PPACA allows the HHS secretary to make adjustments for individual plans if the agency determines that the market in a state would be destabilized before major reforms of PPACA take effect in 2014, including the implementation of health insurance exchanges for the sale of individual and small group policies.
“In most cases the MLRs of the plans were moving up closer to the 80 percent,” Larsen said about the three decisions. Data from 2010, which were more recent than the data originally submitted by states that have requested adjustments, showed that pattern, he said. “As we get updated data, we see that the MLRs are moving [upward], consumers are getting more value, and so the need to make the adjustment as originally submitted by the particular state was lessened,” he said.
With the three latest decisions, HHS has made decisions on adjusting the medical loss ratio for six states.
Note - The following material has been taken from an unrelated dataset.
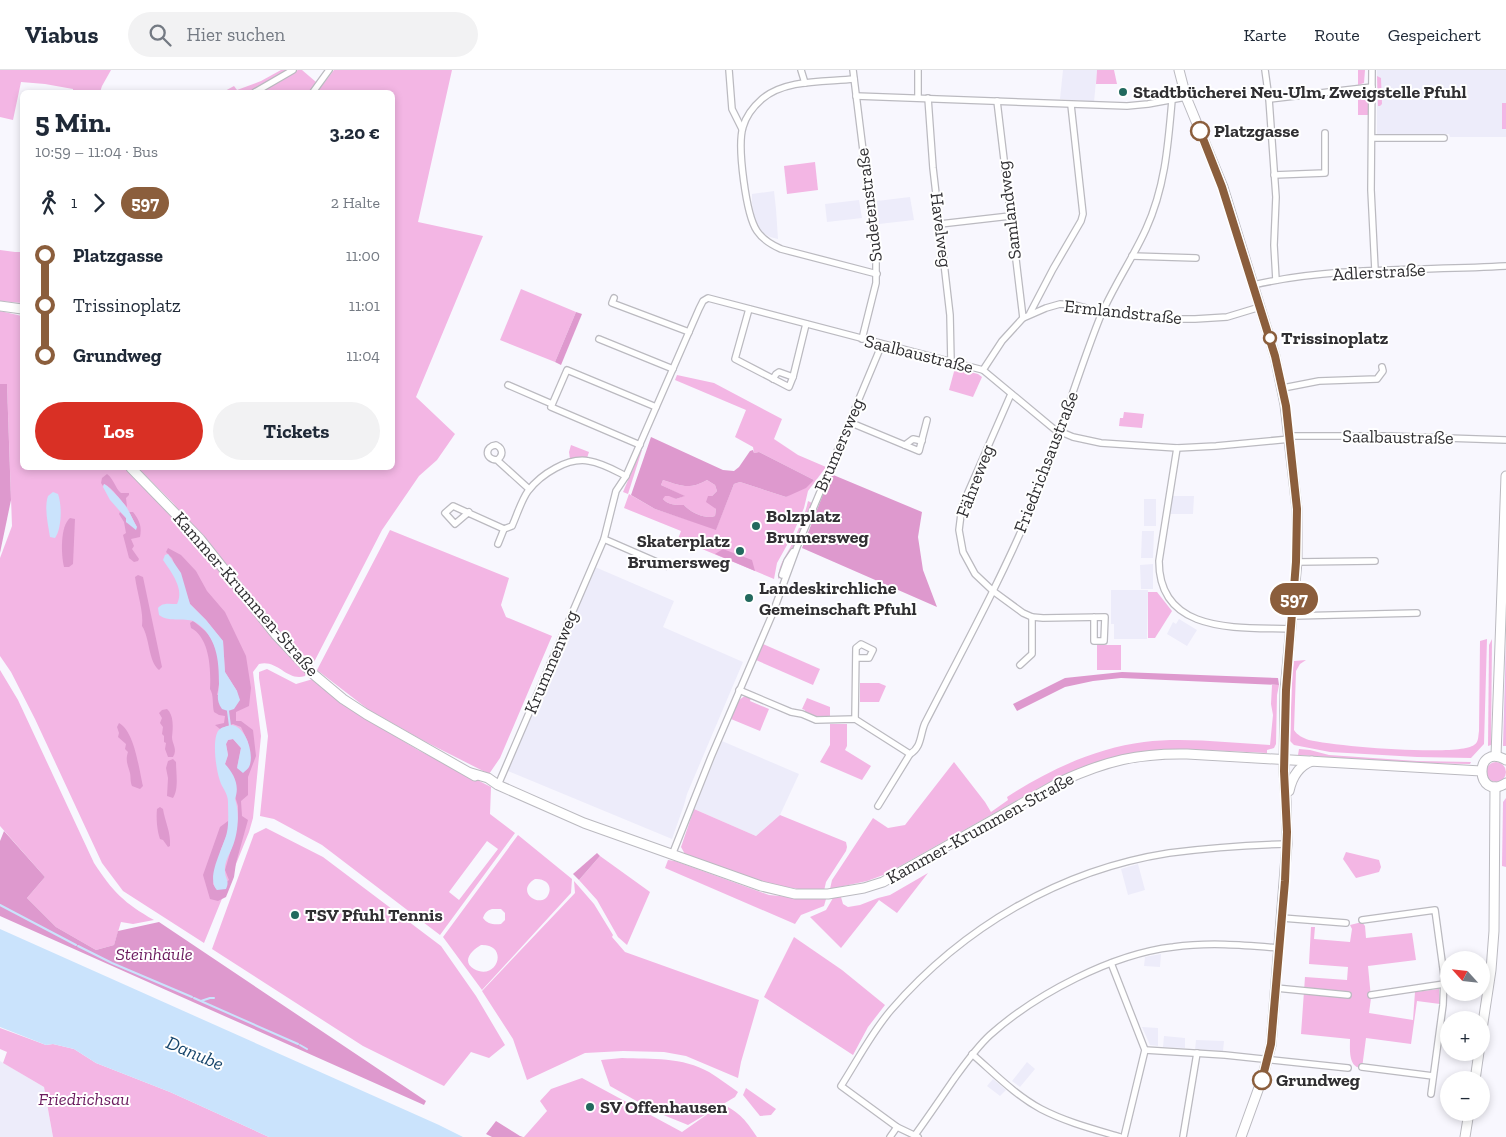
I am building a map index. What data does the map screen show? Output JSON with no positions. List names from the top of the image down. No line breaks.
{"streets":{"street":["Sudetenstraße","Samlandweg","Havelweg","Adlerstraße","Ermlandstraße","Saalbaustraße","Brumersweg","Friedrichsaustraße","Fähreweg","Kammer-Krummen-Straße","Krummenweg"]},"crossings":[["Sudetenstraße","Saalbaustraße"],["Samlandweg","Ermlandstraße"],["Havelweg","Saalbaustraße"],["Ermlandstraße","Saalbaustraße"],["Ermlandstraße","Friedrichsaustraße"],["Saalbaustraße","Brumersweg"],["Saalbaustraße","Friedrichsaustraße"],["Saalbaustraße","Fähreweg"],["Saalbaustraße","Krummenweg"],["Brumersweg","Kammer-Krummen-Straße"],["Friedrichsaustraße","Fähreweg"],["Kammer-Krummen-Straße","Krummenweg"]],"water":["Danube"],"parks":["Steinhäule","Friedrichsau"],"places":["Stadtbücherei Neu-Ulm, Zweigstelle Pfuhl","Platzgasse","Trissinoplatz","Bolzplatz Brumersweg","Skaterplatz Brumersweg","Landeskirchliche Gemeinschaft Pfuhl","TSV Pfuhl Tennis","Grundweg","SV Offenhausen"],"lines":["bus line 597"],"north":"top left","page":{"header":"Viabus","search":"Hier suchen","nav":["Karte","Route","Gespeichert"],"on_map":"597","heading":["5 Min.","10:59 – 11:04 · Bus","3.20 €"],"legs":["1","597","2 Halte"],"list":[{"name":"Platzgasse","value":"11:00"},{"name":"Trissinoplatz","value":"11:01"},{"name":"Grundweg","value":"11:04"}],"buttons":["Los","Tickets"],"map_buttons":["+","−"]}}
Adjustments were granted earlier this year to Maine, New Hampshire, and Nevada (see previous article). Six more states and Guam have also asked for adjustments.
In all cases, “This was a very data-driven process,” Larsen said. “These are a balancing of a number of consumer interests. First and foremost is to maintain a stable insurance market so that people can maintain the coverage that they have, but also to implement the purpose of the MLR provision, which is to make sure that people are receiving value for their premiums.”
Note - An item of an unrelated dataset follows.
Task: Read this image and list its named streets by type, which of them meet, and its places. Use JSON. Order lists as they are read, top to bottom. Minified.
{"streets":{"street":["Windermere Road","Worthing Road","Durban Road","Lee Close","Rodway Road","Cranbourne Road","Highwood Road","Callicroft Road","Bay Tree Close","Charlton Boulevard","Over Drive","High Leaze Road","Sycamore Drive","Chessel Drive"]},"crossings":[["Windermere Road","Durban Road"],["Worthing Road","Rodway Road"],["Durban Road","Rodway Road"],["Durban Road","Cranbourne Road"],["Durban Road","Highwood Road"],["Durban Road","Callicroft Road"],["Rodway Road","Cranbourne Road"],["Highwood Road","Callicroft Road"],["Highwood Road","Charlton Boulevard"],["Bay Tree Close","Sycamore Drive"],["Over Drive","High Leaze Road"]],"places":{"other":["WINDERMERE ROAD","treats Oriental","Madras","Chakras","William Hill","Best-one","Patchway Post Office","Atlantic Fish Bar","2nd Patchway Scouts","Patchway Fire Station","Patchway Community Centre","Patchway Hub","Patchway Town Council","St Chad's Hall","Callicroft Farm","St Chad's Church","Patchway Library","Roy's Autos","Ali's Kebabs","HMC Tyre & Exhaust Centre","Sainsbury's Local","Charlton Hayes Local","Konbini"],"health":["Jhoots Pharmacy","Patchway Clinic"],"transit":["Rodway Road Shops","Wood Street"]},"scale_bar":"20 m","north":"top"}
The rejection of North Dakota's request for an adjustment “should be viewed as a good thing for North Dakota, not a bad thing,” said Gary Cohen, director of CCIIO's oversight division. “It means that consumers are already seeing the benefits of the Affordable Care Act and of the MLR provision,” he said.
North Dakota has three carriers, two of which are pricing to an 80 percent medical loss ratio, that make up most of the state's individual market, Cohen said. “All three of those carriers will be in the market going forward at an 80 percent medical loss ratio,” he said.
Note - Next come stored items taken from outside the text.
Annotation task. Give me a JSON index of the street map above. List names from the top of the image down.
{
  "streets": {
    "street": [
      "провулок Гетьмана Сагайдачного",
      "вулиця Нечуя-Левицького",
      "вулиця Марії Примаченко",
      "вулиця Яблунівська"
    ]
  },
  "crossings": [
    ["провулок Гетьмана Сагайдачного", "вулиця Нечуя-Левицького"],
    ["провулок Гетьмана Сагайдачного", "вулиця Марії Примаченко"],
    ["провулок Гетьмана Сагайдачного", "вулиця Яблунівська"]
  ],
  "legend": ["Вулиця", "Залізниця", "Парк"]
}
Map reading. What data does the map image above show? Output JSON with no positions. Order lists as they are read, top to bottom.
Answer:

“The principal factor that we're looking at is, is it likely that any of the carriers will leave the market before we get to 2014, when consumers will have better and more affordable options? Are consumers at risk of losing coverage because their insurance carrier leaves the market?” Cohen said. “We just did not any see any basis to reach that conclusion.”
Only Time Insurance Co., which accounts for 10 percent of the North Dakota market, expects its medical loss ratio to be “a little bit below that for 2011, but they're pricing to that level for 2012,” Cohen said.
Although it will not be clear until carriers submit data in June 2012, Time Insurance Co. indicated that it may have to pay rebates in 2011, Cohen said. But the company indicated it will reach the 80 percent medical loss ratio in 2012, he added. Even if the company pays rebates in 2012, it appears it will still be profitable in the North Dakota market for 2011, Cohen said.
In its application, North Dakota “really didn't point to any particular carrier that it was concerned about leaving the market,” Cohen said. “We basically were left with the conclusion that North Dakota has a strong, stable insurance market” and there was no basis for making an adjustment, he said.
HHS modified Iowa's request to allow individual plans in that state to price policies at 67 percent for 2011, 75 percent for 2012, and 80 percent in 2013 and thereafter, Larsen said. The Iowa Department of Insurance in March requested an adjustment to a 60 percent medical loss ratio standard for 2011, 70 percent for 2012, and 75 percent for 2013, according to information posted on CCIIO's website.
Kentucky's request was modified so that individual carriers will have to meet a 75 percent medical loss ratio in 2011 and 80 percent in 2012 and beyond, Larsen said. Kentucky's Department of Insurance in February requested an adjustment to 65 percent, 70 percent, and 75 percent for 2011, 2012, and 2013, respectively, according to the CCIIO website.